Overview
In this project, you are to define a class hierarchy consisting of Person, Employee, and Customer classes and an application that allows the user to load and process a Vector with a mix of Employee and Customer objects. Along the way you must use an abstract class, polymorphism, an abstract method, an overriding version of an inherited method, object conversion and casting, and an interface.
Requirements
In a single source file named App.java
Code an abstract superclass named Person. It must have instance variables for holding last name and first name (both String). Provide a single constructor that accepts values for both instance variables. Define minimal "set" methods (that do no editing) and simple "get" methods to return the value of their associated instance variable. Declare an abstract method named fullName that accepts no parameters and returns a String. This method must be implemented by subclasses to return the person's first and last name as a single String.
Code a class named Employee that subclasses Person. It should have a private field for storing the employee's pay rate (double). Provide a single constructor to initialize when last name, first name, and pay rate data values are received. Define a "set" method that will store the pay rate parameter if it is greater than or equal to zero. Otherwise, it should store a zero value. Provide a "get" method to return the value of the pay rate as a double. Define the abstract fullName method to return the employee's name in last name, first name format (such as "Doe, Jane"). Finally, code an overriding toString() method that uses the fullName() method to build and return a String containing all employee information in some meaningful format.
Code an interface named Billable that contains a single abstract method named amountDue. The method accepts no parameters and returns a double.
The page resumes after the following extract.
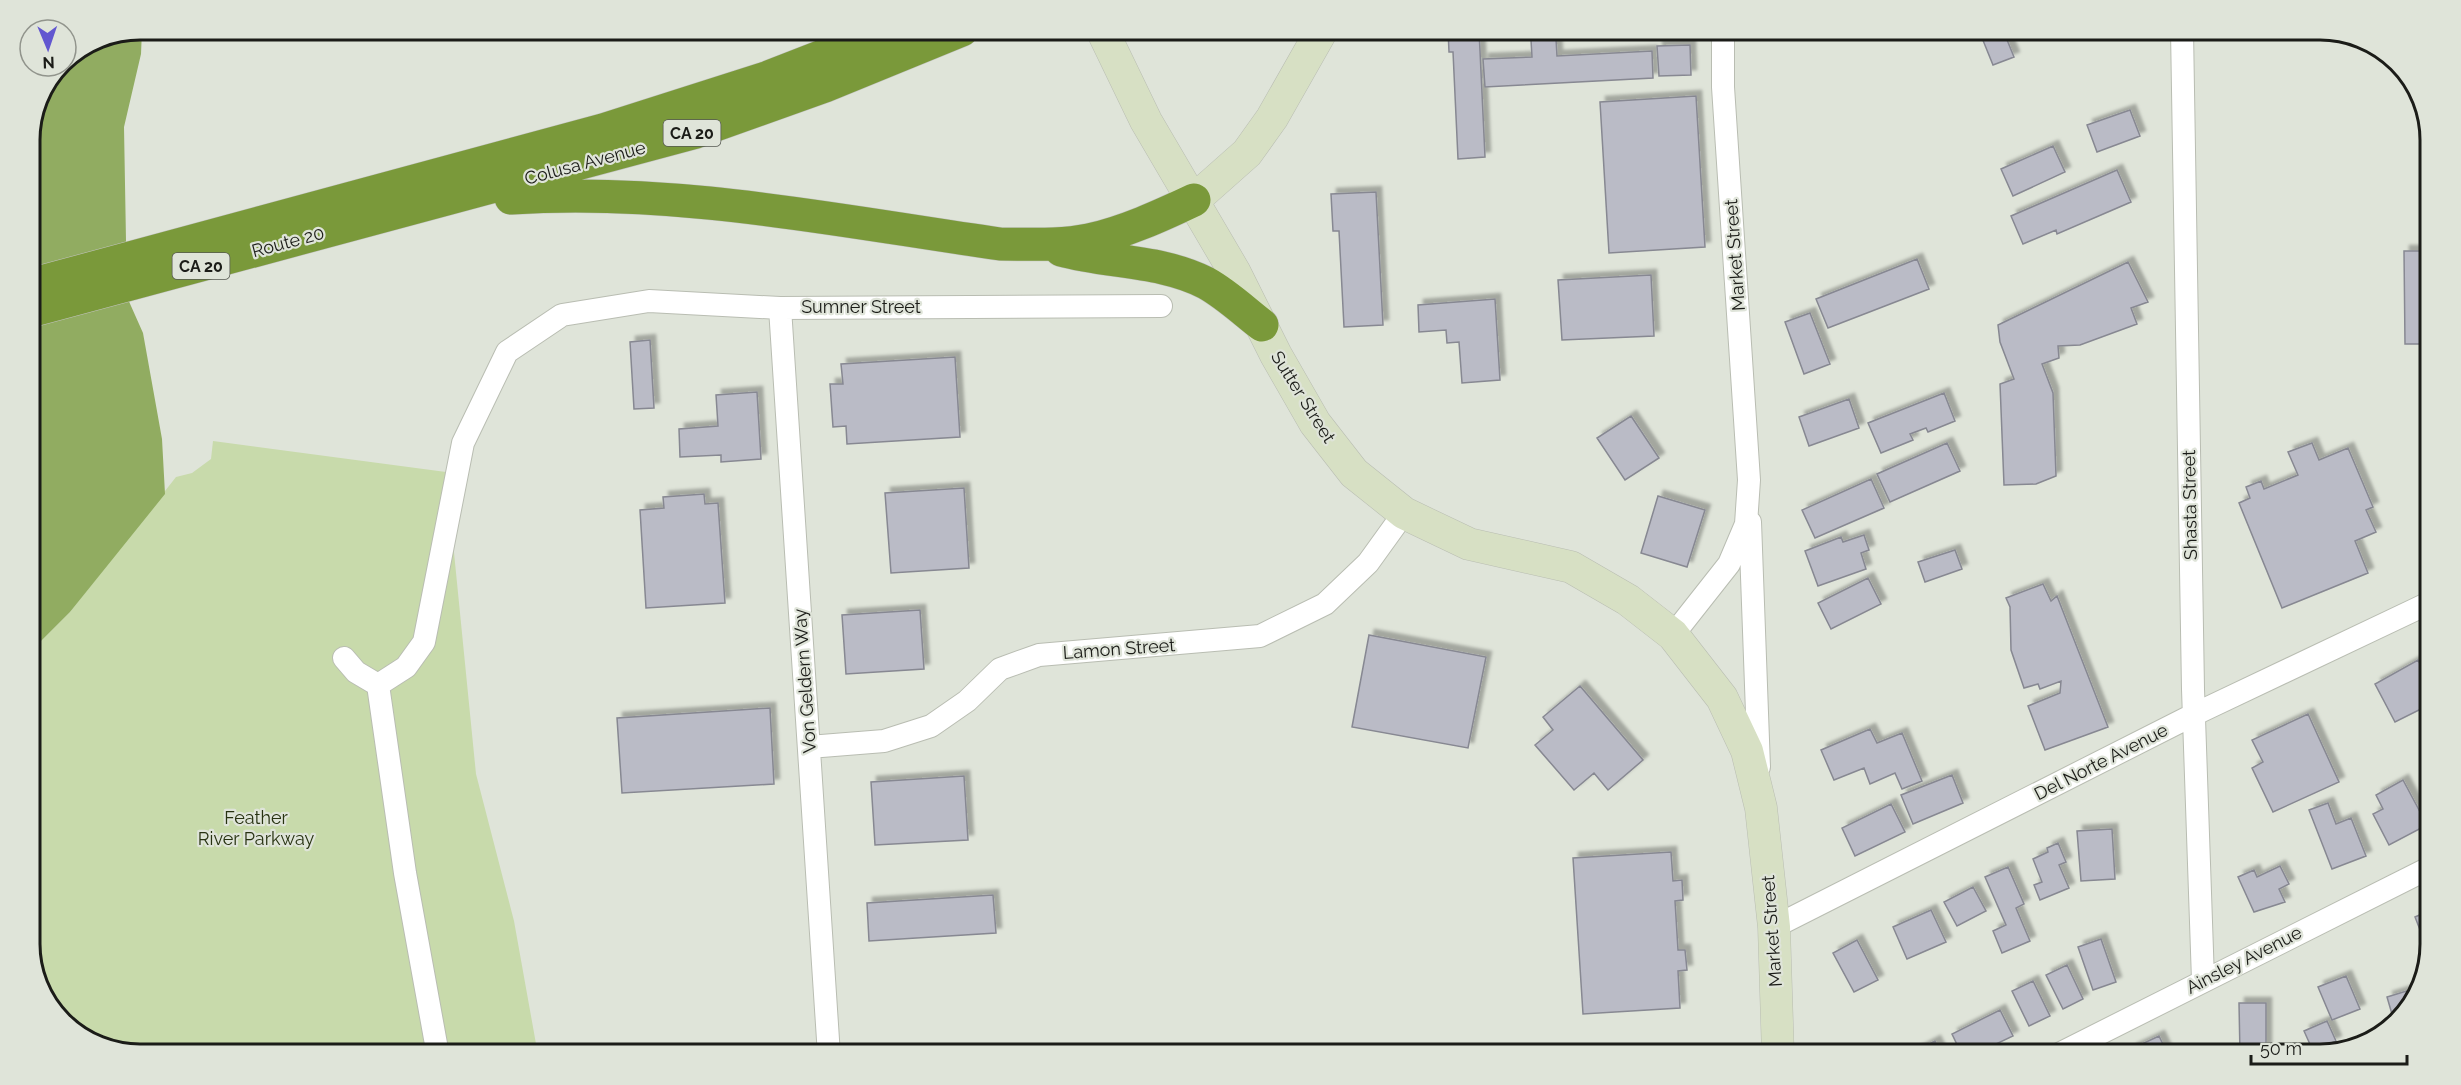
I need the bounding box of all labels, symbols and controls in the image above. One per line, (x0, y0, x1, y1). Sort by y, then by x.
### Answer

Code a class named Customer that subclasses Person and implements the Billable interface. It should have a private field for storing the customer's balance (double). Provide a single constructor to initialize when first name, last name, and balance data values are received. Define a minimal "set" method that will store the balance parameter without editing. Provide a "get" method to return the value of the balance as a double. Define the abstract fullName method to return the customer's name in standard format (such as "Jane Doe"). Code an overriding toString() method that uses the fullName() method to build and return a String containing all customer information in some meaningful format. Finally, be sure to implement the amountDue() method required by the Billable interface. If the customer has a balance greater than zero, the amount due must be the customer's balance plus 1.5 percent. For example, if the customer's balance is $100 their amount due is $101.50. If the customer has a negative balance, the amount due must be zero.
Define a public class named App having a main() method that defines the processing of customers and employees as follows:
Declare a Vector of Person object references. To support this, be sure to code an import statement for the java.util package at the beginning of your source file.
Provide a menu-driven main processing loop with a menu similar to the following (the exact layout is up to you):
PERSON PROCESSING MENU |
1 Add a customer |
2 Add an employee |
3 Show all billable persons |
4 Show all customers |
5 Show all employees |
6 Show all persons |
7 Exit |
The processing of menu choices 1 and 2 should simply prompt the user for all customer or employee data, construct the object, and add it to the Vector.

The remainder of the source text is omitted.